The characteristic polynomial of A is det(A − λI), whose roots are eigenvalues. A matrix is diagonalizable if its eigenvectors form a complete basis. Diagonalizable matrices A satisfy A = PDP^{-1}, where D is diagonal and P is the eigenvector matrix. Similar matrices share eigenvalues and determinant.
From your study of eigenvalues and eigenvectors, you know that λ is an eigenvalue of A when Av = λv for some nonzero vector v — equivalently, when (A − λI)v = 0 has a nontrivial solution. This happens precisely when A − λI is singular, meaning det(A − λI) = 0. The characteristic polynomial is simply this determinant written as a function of λ: p(λ) = det(A − λI). Its roots are exactly the eigenvalues of A.
For an n×n matrix, p(λ) is a polynomial of degree n. For a 2×2 matrix [[a,b],[c,d]], p(λ) = (a−λ)(d−λ) − bc = λ² − (a+d)λ + (ad−bc). Notice what appears: the coefficient of λⁿ⁻¹ is always −tr(A) (the trace, sum of diagonal entries), and the constant term is always det(A). This means you can read off two important eigenvalue facts without solving anything: the sum of all eigenvalues equals tr(A), and the product of all eigenvalues equals det(A). The characteristic polynomial encodes these global properties as coefficients.
Diagonalization asks: can we choose a basis of eigenvectors? If A has n linearly independent eigenvectors v₁, …, vₙ with eigenvalues λ₁, …, λₙ, form the matrix P whose columns are these vectors and D = diag(λ₁, …, λₙ). Then AP = PD (multiply out: AP's i-th column is Avᵢ = λᵢvᵢ = PD's i-th column), so A = PDP⁻¹. This decomposition is powerful because Aᵏ = PDᵏP⁻¹, and raising a diagonal matrix to a power is trivial: just raise each diagonal entry to that power.

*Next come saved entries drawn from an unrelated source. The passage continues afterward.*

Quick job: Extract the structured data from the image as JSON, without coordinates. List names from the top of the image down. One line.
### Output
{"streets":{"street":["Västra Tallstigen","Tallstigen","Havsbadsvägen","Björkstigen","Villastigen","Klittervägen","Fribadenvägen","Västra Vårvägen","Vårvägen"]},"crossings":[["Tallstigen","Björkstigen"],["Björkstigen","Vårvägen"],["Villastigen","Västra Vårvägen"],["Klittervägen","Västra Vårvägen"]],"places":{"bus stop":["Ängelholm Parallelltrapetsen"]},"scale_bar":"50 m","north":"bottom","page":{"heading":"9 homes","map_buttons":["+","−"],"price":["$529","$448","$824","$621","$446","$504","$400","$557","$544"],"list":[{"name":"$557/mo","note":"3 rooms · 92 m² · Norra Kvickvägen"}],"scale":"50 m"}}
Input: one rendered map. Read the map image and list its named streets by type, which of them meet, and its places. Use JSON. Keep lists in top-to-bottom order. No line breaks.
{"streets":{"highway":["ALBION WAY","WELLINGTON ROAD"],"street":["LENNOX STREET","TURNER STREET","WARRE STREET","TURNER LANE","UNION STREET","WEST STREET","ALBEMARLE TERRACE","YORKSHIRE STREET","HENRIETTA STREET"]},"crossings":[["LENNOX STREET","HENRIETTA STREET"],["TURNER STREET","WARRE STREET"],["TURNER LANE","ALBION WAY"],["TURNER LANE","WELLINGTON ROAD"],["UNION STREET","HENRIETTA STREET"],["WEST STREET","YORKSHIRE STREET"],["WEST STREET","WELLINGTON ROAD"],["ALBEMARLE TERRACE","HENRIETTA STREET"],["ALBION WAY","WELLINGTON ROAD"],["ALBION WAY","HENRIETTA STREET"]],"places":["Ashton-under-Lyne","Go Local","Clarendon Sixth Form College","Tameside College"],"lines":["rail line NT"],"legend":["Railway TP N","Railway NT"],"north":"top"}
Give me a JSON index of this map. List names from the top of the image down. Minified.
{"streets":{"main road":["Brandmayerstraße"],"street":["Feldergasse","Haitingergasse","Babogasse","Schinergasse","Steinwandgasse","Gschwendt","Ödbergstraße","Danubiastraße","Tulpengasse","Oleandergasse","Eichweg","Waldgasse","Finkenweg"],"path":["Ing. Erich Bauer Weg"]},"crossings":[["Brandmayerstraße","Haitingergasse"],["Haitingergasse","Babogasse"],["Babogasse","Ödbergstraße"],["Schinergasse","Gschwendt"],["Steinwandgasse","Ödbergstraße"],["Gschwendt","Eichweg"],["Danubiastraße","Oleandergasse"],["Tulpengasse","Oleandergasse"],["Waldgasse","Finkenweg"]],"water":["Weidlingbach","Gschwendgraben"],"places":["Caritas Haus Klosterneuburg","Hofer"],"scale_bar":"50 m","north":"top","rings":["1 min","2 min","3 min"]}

Not every matrix is diagonalizable. The obstruction arises when the geometric multiplicity (dimension of the eigenspace) is less than the algebraic multiplicity (multiplicity as a root of the characteristic polynomial) for some eigenvalue. For instance, the matrix [[2,1],[0,2]] has characteristic polynomial (λ−2)², so λ = 2 has algebraic multiplicity 2, but the eigenspace is only 1-dimensional — there is only one independent eigenvector. No basis of eigenvectors exists, so the matrix is not diagonalizable. Similar matrices (A and B = PAP⁻¹ for invertible P) always share the same characteristic polynomial and therefore the same eigenvalues, trace, and determinant — these are similarity invariants that capture intrinsic properties of the linear transformation regardless of which basis you choose.